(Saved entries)
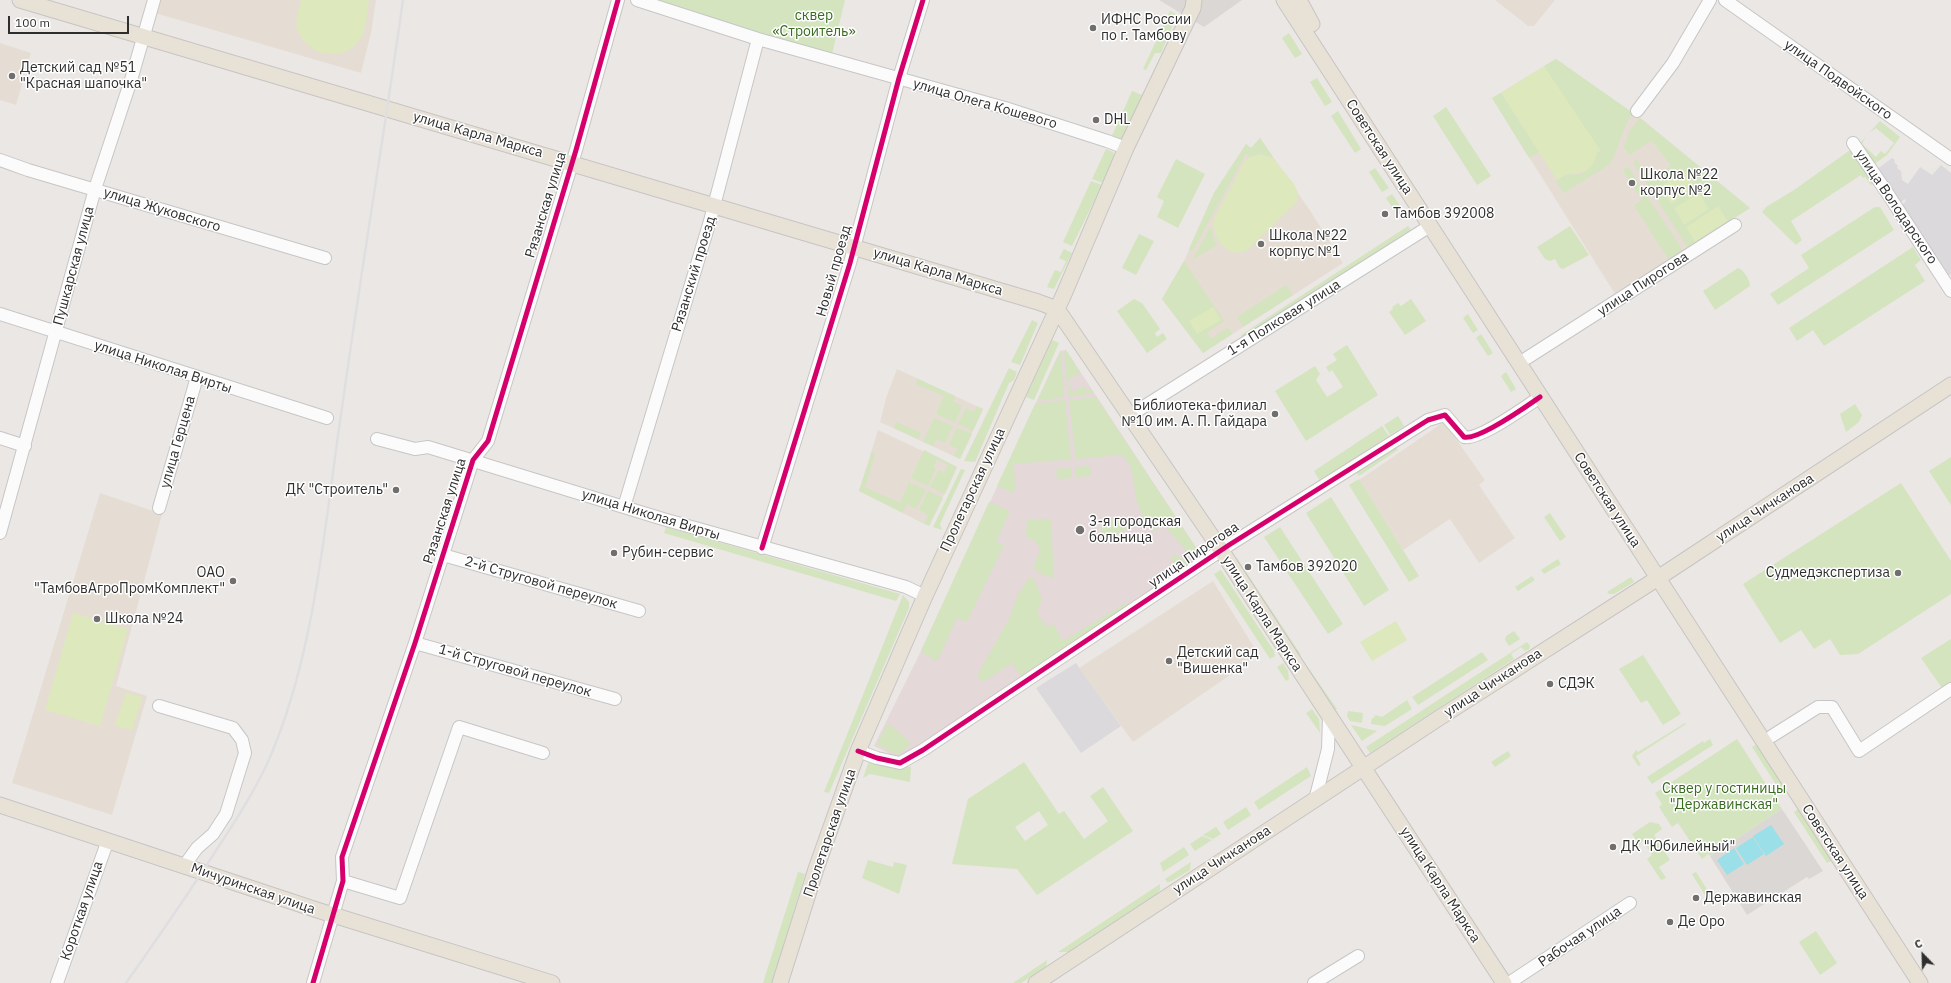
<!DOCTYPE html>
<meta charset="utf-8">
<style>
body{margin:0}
#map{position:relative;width:1951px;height:983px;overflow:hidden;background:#ebe7e4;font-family:"IBM Plex Sans",sans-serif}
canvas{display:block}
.north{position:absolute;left:1903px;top:935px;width:40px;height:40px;-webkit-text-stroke:3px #fff;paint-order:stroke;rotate:337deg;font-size:11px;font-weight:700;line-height:16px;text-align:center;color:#2e2e2e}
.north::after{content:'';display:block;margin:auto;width:14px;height:18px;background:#2e2e2e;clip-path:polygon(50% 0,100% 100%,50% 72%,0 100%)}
.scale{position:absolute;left:8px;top:16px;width:121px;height:18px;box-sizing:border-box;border:2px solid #2e2e2e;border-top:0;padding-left:5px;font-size:12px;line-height:14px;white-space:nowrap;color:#2e2e2e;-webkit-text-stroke:3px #fff;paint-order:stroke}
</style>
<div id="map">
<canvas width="1951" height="983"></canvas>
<div class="north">С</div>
<div class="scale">100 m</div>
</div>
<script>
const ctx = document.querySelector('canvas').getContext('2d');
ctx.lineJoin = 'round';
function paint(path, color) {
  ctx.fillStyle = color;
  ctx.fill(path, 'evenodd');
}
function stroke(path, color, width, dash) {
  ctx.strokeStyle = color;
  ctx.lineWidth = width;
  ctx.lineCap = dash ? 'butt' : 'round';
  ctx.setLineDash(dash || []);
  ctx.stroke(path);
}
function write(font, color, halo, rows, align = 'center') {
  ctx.font = font + ' "IBM Plex Sans",sans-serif';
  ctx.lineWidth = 3;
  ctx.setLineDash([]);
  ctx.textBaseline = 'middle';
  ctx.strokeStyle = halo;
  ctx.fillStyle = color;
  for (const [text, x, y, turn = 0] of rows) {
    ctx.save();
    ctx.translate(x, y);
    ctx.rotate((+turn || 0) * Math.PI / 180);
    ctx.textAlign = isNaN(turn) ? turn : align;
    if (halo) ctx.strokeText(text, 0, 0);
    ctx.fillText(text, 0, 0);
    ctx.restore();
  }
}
const industrial = new Path2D(`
 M1892,158L1895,160L1894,162L1898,166L1897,168L1901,171L1902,180L1908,184L1920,167L1932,175L1941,165L1951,173V274L1947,276L1902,205L1906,201L1905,199L1898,204L1876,170Z
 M1076,663L1121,726L1081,753L1036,688Z`);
const education = new Path2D(`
 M159,0H376L371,33L361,73L155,13Z
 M1495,0H1555L1534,26H1528Z
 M0,43L31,53L16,105L0,100Z
 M1556,59L1643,120L1750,208L1615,294L1492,98Z
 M1260,138L1311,212L1343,263L1203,353L1162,299L1184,261L1214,193L1246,144L1251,148Z
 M897,369L983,409L960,459L880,422L886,398Z
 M1444,422L1485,480L1479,485L1515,538L1479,563L1450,519L1403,550L1359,480Z
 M878,430L957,467L929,526L859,491Z
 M100,493L162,514L116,686L147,696L112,815L12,783Z
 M1213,581L1259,655L1133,742L1079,668Z`);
const medical = new Path2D(`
 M1066,350L1203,558L899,758L874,746L921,651L1060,351Z`);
const green = new Path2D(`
 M651,0H845L832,54Z
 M1170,11L1177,15L1161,53H1155L1146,70L1143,69Z
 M1289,33L1302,54L1295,58L1282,38Z
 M1556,59L1633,113C1621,129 1620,147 1610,164L1564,193L1556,181C1559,179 1563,176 1567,174C1570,173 1573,175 1576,175C1588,173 1594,164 1597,153L1544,66Z
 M1317,78L1332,102L1325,106L1310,82Z
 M1132,91L1142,95L1123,138L1119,140L1111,138Z
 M1501,93L1539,152L1529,158L1492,98Z
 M1446,107L1491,176L1477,185L1433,116Z
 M1338,111L1361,149L1355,153L1331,116Z
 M1640,118L1750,208L1688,248L1633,162L1637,160L1650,180L1671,166L1652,141L1629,155L1624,147L1629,132Z
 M1880,121L1900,137L1887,155L1873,165L1859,145L1866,136L1862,144L1876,157L1881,151L1885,154L1894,143L1876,128L1869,133Z
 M1260,138L1273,157L1259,154L1247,158L1249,155L1246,154L1192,252L1189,249L1214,193L1246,144L1251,148Z
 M1853,148L1874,183L1871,185L1865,177L1863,178L1861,175L1791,221L1802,240L1796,245L1762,212L1766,207L1794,190Z
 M1106,149L1113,152L1115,157L1103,183L1092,179Z
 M1176,159L1205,174L1178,228L1157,217L1164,201L1157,197Z
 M1628,167L1683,251L1669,260L1634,206L1642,200L1623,170Z
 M1375,168L1389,188L1382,192L1369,172Z
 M1091,181L1102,185L1072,246L1063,242Z
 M1392,194L1401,207L1399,218L1386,198Z
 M1875,207H1880L1894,230L1778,305L1770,294L1809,268L1801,255Z
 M1211,226L1213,238L1217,245L1192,260Z
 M1408,226L1411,230L1243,339L1241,335Z
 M1570,226L1589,255L1563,269L1560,268L1555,259L1550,261L1545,259L1537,247Z
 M1139,234L1154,241L1136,275L1122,268Z
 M1913,247L1921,260L1915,265L1925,281L1824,346L1813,330L1797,341L1789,328Z
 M1064,249L1072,253L1054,289L1047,287L1055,270L1061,272L1066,261L1059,258Z
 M1184,261L1224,321L1207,333L1211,339L1228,327L1232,334L1203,353L1162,299Z
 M1738,268C1744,270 1750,280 1750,286L1715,310L1703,291Z
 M1286,285L1293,295L1243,327L1237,317Z
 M1134,299L1142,303L1160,329L1155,333L1157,337L1163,333L1167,339L1147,353L1117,311Z
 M1411,299L1426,321L1405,335L1389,312L1393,309L1392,307L1398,303L1401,306Z
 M1468,314L1478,330L1473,333L1463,318Z
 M1032,320L1038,323L1020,365L1011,362Z
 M1481,334L1493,353L1488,356L1476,338Z
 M1052,340L1059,343L1034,400L1026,397Z
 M1347,345L1378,395L1306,441L1275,391L1315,366L1320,374L1316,380L1327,397L1343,387L1332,370L1329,372L1326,367L1337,360L1333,354Z
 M1066,350L1080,372L1067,382L1064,351Z
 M1061,351L1064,397L1037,401Z
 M1009,368L1017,372L1014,380L1009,383L975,462L964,461Z
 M1506,372L1516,389L1511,392L1501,376Z
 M918,379L955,396L953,401L962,406L955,422L936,414L944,396L916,384Z
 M1068,384L1073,392L1083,386L1087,391L1091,389L1094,393L1069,397Z
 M1096,397L1203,558L1196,562L1164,525L1154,531C1149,523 1140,514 1138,505C1132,487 1137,469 1122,455L1076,459L1069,400Z
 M1065,400L1071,459L1014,464L1015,489L1013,493L997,486L1035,404Z
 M1855,404L1862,415L1859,422L1846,432L1840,414Z
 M977,406L983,409L973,431L958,424L966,408L974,412Z
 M1398,416L1404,426L1390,435L1384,425Z
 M934,418L953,426L945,443L936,439L933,446L923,442Z
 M896,422L921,433L918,439L894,428Z
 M1382,426L1389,436L1320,481L1314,471Z
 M957,428L972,434L960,459L954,456L958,449L949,445Z
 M1395,445L1398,450L1359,476L1355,470Z
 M924,450L957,467L945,494L930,487L939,470L944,473L948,465L937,459L933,467L936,469L928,486L911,478Z
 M872,452L875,454L865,487L900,503L909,482L926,490L916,509L907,504L902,513L925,523L928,515L919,510L928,491L943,498L929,526L859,491Z
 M1951,457V505L1929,471Z
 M1090,466L1091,476L1076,477L1075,467Z
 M1072,468V478L1057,479L1056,469Z
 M961,469L965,470L940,524L942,530L933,527Z
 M1359,479L1419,576L1409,582L1349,485Z
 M1901,483L1951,561V594L1858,654L1840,655L1830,639L1814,649L1801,630L1780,643L1743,584Z
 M1331,497L1389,590L1364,606L1306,513Z
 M989,502L1010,511L996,542L1004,545L967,622L957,618L937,662L921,651Z
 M1550,513L1566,537L1560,541L1544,517Z
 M1128,518L1131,526L1102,543L1101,523Z
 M1051,519L1054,579L1036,571L1034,566L1040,550C1038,542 1033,540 1026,536L1027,520Z
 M666,527L900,594L896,601L664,533Z
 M1280,527L1343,624L1328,634L1264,537Z
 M1176,555L1189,563L1178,570L1170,557Z
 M1237,558L1301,655L1298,656L1235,559Z
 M1558,559L1561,564L1544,574L1541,570Z
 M1221,570L1274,651L1275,656L1270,659L1214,574Z
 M1532,576L1535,580L1518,591L1515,587Z
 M1029,577L1034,579L1042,598L1037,613L1047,628L1053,624L1063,641L1126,603L1128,606L1127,609L1021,676L1012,663L983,682L977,676L1009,619L1017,597Z
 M1631,577L1634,582L1614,594H1609L1607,592Z
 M903,595L909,602V608L829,793L824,792Z
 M1514,631L1520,639L1509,646L1505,640L1506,636Z
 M1951,639V682L1942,688L1921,658Z
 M1527,642L1530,646L1529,649L1525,651L1521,647L1511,654L1514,659L1370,753L1366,747Z
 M1482,652L1488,660L1418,705L1412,697Z
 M1643,655L1681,714L1663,725L1647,700L1641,703L1619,669Z
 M1283,663L1288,671L1289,679L1286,681L1277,667Z
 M1307,666L1337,709L1334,711L1305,667Z
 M1407,700L1412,709L1385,726L1371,724L1372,718H1374L1375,715L1382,717Z
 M1312,709L1319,719L1320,733L1306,713Z
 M1348,711L1363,713L1362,723L1350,721L1347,716Z
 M888,723L911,743L900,754L894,753L877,744Z
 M1685,723L1686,724L1636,756L1641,765L1638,766L1632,756L1636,750L1638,752Z
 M1351,725L1377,731L1362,741Z
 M1710,739L1713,745L1652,784L1647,777L1703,741L1704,743Z
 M1737,739L1782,809L1710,856L1708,854L1702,859L1678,823L1672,827L1659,807L1662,804L1655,793Z
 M1757,744L1788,791L1782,794L1752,747Z
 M1508,751L1511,756L1495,767L1491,762Z
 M869,761L872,763L911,767L910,782L870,774L863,778Z
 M1024,762L1059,814L1064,811L1084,839L1108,821L1090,796L1103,787L1133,831L1037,895L1017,869L952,864L968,799ZM1039,811L1048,825L1025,841L1015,827Z
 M1307,767L1311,776L1259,810L1254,802Z
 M1246,807L1251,815L1228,830L1223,822Z
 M1799,808L1832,860L1827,863L1794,812Z
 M1650,822L1659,824L1662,829L1654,835L1670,860L1659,867L1666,878L1661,880L1647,859L1652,855L1643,841L1639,845L1632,834Z
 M1216,827L1221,834L1213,839L1203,835Z
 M1202,836L1212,840L1195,851L1190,844Z
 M1184,847L1189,855L1163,872L1160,863Z
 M868,860L893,867L894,862L907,865L899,894L862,878Z
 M1191,862L1190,870L1170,882H1167L1165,879Z
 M798,872L805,874L772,983H763Z
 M1696,872L1715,902L1711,905L1692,874Z
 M1160,884V890L1157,894L1069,952H1058Z
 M1816,931L1837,963L1820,975L1799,942Z
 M1047,960L1046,967L1021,983H1013Z`);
const pitch = new Path2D(`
 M301,0H369C367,10 367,24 363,34C350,64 305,59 297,27C295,19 299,9 301,0Z
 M1544,66L1601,151L1597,153C1592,172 1585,172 1569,174C1565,174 1561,178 1557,180L1501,93Z
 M1259,154L1273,158L1294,184L1298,193L1297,202L1247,250C1227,260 1211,237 1214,219L1245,161L1248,158Z
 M1685,171L1696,188L1671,204L1660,187Z
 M1699,193L1709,209L1684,225L1674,208Z
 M1718,206L1728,221L1695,242L1686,227Z
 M1213,307L1221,320L1197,334L1189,321Z
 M73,613L128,629L100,726L45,710Z
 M1396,621L1407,640L1372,661L1360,642Z
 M126,693L142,697V699L132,730L116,726L115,724Z`);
const plaza = new Path2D(`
 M1159,0H1242L1204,27Z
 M1782,809L1823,871L1809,879L1807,877L1747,915L1710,856Z`);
const water = new Path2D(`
 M1771,825L1784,844L1766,856L1753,836Z
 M1753,837L1764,854L1747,865L1736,848Z
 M1734,848L1744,864L1727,875L1717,860Z`);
const minor = new Path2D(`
 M637,0L758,39L1005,108L1107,141L1126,148
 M1725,0L1951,159
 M1637,111L1673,63L1710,0
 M1853,143L1888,194L1951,291
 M0,160L28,170L325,258
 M0,314L327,418
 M1527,358L1735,225
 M1129,416L1430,226
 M0,438L25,446
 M377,439L415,449L428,447L663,519L906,587L925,596
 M624,507L710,221L758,39
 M159,508L197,377
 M0,533L95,189L131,80L154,0
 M762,548L850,263L899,78L923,0
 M443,555L639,611
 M415,643L615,699
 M159,706L233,728L242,740L245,753L226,814L213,834L197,848L184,866
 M1772,736L1818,707H1832L1859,751L1951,689
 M858,751L877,758L900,763L923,750L1229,545L1428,420L1445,415L1464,437C1478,441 1527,406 1540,397
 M1315,800L1328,749L1329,717
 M343,881L400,898L459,727L543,753
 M57,983L108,840
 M313,983L343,881L342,857L415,643L473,460L488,441L576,150L618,0
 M1314,983L1358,956
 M1509,983L1630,903`);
const major = new Path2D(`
 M20,0L1038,302L1057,309L1221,550L1504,983
 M1284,0L1920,983
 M1299,0L1312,24
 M0,805L317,910L552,983
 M780,983L816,869L858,751L925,596L1064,294L1126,148L1193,8L1194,0
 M1036,983L1439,718L1658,578L1951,385`);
const rail = new Path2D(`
 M126,983C157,939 188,895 217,849C235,822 253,794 267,764C316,654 324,526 342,408C361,271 384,136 403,0`);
const cycleway = new Path2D(`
 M762,548L850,263L899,78L923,0
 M858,751L877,758L900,763L923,750L1229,545L1428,420L1445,415L1464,437C1478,441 1527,406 1540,397
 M313,983L343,881L342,857L415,643L473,460L488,441L576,150L618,0`);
const markers = [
 [1093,28,4,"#706f6e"],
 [12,76,4,"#706f6e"],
 [1096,120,4,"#706f6e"],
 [1632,183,4,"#706f6e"],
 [1385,214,4,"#706f6e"],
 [1261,244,4,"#706f6e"],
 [1275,414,4,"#706f6e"],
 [396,490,4,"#706f6e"],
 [1080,530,5,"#706f6e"],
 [614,553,4,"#706f6e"],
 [1248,567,4,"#706f6e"],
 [1898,573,4,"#706f6e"],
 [233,581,4,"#706f6e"],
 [97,619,4,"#706f6e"],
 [1169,661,4,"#706f6e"],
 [1550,684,4,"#706f6e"],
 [1613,847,4,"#706f6e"],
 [1696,898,4,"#706f6e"],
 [1670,922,4,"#706f6e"]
];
const parkNames = [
 ["сквер",814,16],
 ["«Строитель»",814,32],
 ["Сквер у гостиницы",1724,789],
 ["\"Державинская\"",1724,805]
];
const poiNames = [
 ["ИФНС России",1101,20],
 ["по г. Тамбову",1101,36],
 ["Детский сад №51",20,68],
 ["\"Красная шапочка\"",20,84],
 ["DHL",1104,120],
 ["Школа №22",1640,175],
 ["корпус №2",1640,191],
 ["Тамбов 392008",1393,214],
 ["Школа №22",1269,236],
 ["корпус №1",1269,252],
 ["Библиотека-филиал",1267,406,"right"],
 ["№10 им. А. П. Гайдара",1267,422,"right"],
 ["ДК \"Строитель\"",388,490,"right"],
 ["3-я городская",1089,522],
 ["больница",1089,538],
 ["Рубин-сервис",622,553],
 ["Тамбов 392020",1256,567],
 ["ОАО",225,573,"right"],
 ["\"ТамбовАгроПромКомплект\"",225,589,"right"],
 ["Судмедэкспертиза",1890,573,"right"],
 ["Школа №24",105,619],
 ["Детский сад",1177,653],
 ["\"Вишенка\"",1177,669],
 ["СДЭК",1558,684],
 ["ДК \"Юбилейный\"",1621,847],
 ["Державинская",1704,898],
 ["Де Оро",1678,922]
];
const streetNames = [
 ["улица Подвойского",1838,80,35],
 ["улица Олега Кошевого",985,104,16],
 ["улица Карла Маркса",478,135,16],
 ["Советская улица",1379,147,57],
 ["Рязанская улица",546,205,-73],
 ["улица Володарского",1896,207,56],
 ["улица Жуковского",162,210,17],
 ["Пушкарская улица",74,266,-75],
 ["Новый проезд",834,271,-74],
 ["улица Карла Маркса",938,272,17],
 ["Рязанский проезд",694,274,-73],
 ["улица Пирогова",1643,284,-33],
 ["1-я Полковая улица",1284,318,-32],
 ["улица Николая Вирты",163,367,18],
 ["улица Герцена",178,442,-74],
 ["Пролетарская улица",973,490,-65],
 ["Советская улица",1607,500,57],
 ["улица Чичканова",1765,508,-33],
 ["Рязанская улица",445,511,-72],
 ["улица Николая Вирты",651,515,17],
 ["улица Пирогова",1194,555,-34],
 ["2-й Струговой переулок",541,583,16],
 ["улица Карла Маркса",1262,614,57],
 ["1-й Струговой переулок",515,671,16],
 ["улица Чичканова",1493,683,-33],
 ["Пролетарская улица",830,833,-71],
 ["Советская улица",1835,852,57],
 ["улица Чичканова",1222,860,-33],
 ["улица Карла Маркса",1440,885,57],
 ["Мичуринская улица",253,889,19],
 ["Короткая улица",82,911,-71],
 ["Рабочая улица",1580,937,-34]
];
paint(industrial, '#dbd9db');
paint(education, '#e5ddd3');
paint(medical, '#e4d8d8');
paint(green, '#d3e4bf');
paint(pitch, '#dde8bd');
paint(plaza, '#dbd7d4');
paint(water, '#9bdfe9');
stroke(minor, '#c7c6c6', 14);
stroke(major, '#c6c4c4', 17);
stroke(minor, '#fcfbfb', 12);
stroke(major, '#e8e1d6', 15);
stroke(rail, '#dfdfe1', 2.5);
stroke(cycleway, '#d6006c', 5);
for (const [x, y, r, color] of markers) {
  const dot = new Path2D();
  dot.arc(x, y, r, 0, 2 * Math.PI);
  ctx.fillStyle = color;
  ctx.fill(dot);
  stroke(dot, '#fff', 1.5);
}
write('14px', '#376b1e', '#fff', parkNames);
write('14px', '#2e2e2e', '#fff', poiNames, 'left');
write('14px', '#2e2e2e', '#fff', streetNames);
</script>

_Work task:_ Which lines in the data above hold the string "Math"? Return each of them.

_Task response:_
    ctx.rotate((+turn || 0) * Math.PI / 180);
  dot.arc(x, y, r, 0, 2 * Math.PI);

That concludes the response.